This is not written by AI. Any mistakes or misstatements of material fact are my own. I was recently asked to provide a statement of AI usage for a book chapter that I wrote on identity theft and cybercrime (the book should go to print this summer.) Other than spelling and grammar tools in Google Docs, I used none. The editor seemed surprised by this. Maybe I will learn to use those tools, but I learned to write the old fashioned way.
I am a dinosaur. I bought my first electronic typewriter when I was working on BA, a Panasonic with spell check and about a 20 page memory. I could edit and retype a chapter with the push of a button- what a huge step forward. I started law school just as online legal research was becoming the norm. I think I was the last class at the University of Louisville that had to master legal research in the print books, before being given access to the online databases. And I am glad I was trained that way, though I will never use Shepard's Citations again - ever!

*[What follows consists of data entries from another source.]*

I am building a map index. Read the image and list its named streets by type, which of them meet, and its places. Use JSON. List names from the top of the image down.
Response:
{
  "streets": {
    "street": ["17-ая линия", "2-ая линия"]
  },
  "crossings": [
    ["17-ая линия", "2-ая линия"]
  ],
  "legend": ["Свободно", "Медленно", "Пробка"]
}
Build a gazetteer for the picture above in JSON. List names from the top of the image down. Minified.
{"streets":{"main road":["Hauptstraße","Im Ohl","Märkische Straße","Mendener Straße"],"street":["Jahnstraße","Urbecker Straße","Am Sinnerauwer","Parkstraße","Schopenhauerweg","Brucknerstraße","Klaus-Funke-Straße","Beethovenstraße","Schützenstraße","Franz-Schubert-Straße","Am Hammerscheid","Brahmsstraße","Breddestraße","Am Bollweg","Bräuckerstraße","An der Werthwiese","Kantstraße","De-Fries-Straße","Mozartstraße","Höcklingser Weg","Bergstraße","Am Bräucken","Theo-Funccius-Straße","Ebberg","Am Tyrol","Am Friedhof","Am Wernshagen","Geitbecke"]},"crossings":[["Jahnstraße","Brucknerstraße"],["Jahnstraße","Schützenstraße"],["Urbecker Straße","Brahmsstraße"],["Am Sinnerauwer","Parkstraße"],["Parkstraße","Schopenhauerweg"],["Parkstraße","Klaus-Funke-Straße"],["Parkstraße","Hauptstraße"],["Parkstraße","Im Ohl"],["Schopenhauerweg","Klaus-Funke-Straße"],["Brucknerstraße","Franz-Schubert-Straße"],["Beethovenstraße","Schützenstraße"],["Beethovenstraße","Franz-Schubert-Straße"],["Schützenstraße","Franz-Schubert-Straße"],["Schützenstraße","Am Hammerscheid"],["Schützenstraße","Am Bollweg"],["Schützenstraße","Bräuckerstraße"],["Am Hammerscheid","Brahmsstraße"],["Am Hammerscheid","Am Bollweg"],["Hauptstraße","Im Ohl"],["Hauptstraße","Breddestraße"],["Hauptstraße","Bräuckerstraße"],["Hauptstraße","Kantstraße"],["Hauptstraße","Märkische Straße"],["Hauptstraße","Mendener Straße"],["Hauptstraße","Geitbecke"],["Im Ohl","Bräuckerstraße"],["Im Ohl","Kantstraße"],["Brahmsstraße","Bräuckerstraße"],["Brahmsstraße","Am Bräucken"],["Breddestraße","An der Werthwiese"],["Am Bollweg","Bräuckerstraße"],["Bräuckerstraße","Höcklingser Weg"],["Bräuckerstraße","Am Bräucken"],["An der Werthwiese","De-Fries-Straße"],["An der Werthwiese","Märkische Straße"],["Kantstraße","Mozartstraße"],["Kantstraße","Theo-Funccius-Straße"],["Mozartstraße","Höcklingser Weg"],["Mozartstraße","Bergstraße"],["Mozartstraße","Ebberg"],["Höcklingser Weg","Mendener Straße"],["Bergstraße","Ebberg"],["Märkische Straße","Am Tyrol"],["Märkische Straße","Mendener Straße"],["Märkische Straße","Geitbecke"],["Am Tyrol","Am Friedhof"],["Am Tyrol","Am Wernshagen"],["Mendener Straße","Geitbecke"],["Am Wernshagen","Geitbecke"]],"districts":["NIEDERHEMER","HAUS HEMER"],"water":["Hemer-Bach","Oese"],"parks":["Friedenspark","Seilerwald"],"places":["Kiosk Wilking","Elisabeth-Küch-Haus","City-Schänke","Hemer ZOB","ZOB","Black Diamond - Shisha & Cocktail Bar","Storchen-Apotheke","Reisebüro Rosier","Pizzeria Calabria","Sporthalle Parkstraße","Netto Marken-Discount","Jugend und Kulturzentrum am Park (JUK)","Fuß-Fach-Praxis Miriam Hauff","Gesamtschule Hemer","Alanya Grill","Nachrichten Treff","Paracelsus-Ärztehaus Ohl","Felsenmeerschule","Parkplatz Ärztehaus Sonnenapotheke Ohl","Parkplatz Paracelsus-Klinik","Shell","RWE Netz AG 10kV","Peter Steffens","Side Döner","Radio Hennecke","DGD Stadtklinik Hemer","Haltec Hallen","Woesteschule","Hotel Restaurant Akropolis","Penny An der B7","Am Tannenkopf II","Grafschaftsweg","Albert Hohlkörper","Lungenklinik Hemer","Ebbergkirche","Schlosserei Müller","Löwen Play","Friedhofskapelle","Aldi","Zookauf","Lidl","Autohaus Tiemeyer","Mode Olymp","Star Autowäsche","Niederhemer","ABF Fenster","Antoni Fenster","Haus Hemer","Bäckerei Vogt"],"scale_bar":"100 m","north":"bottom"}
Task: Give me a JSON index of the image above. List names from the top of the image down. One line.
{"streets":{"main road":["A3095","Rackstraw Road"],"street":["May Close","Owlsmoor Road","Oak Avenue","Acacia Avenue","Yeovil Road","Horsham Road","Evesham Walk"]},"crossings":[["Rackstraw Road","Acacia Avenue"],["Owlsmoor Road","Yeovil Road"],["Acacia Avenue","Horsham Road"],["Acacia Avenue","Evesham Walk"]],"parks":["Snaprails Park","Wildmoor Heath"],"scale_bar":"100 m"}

Computers have become a part of our daily lives in little more than 30 years, smartphones in less than 20 years. There is more computing power in my phone, than NASA had to land men on the moon when I was growing up. It is not that the dinosaurs couldn't get the job done, but it took longer. We can do so much more, so much faster today. I still believe that understanding the underlying process of research and writing, of capturing an image, makes a difference in how I use the tools to do it faster. In a way, I am the last of the bridge generation, between digital dinosaurs and digital natives.
I struggled with this post. The Muses seem to have left on the grand adventure a few weeks ahead of me. Inspiration has been hard to find. I had this post written, and left it to fester for a couple of days, and it hit me that the best part of it, was what was buried in the middle. I can hear a long ago editor shouting across the room, "don't bury the lead, put it first." I am so glad I learned from writers who knew how to write, even if it took 50 years for me to apply some of the lessons. (Dave Snoffer, you made a difference in your far to few years.)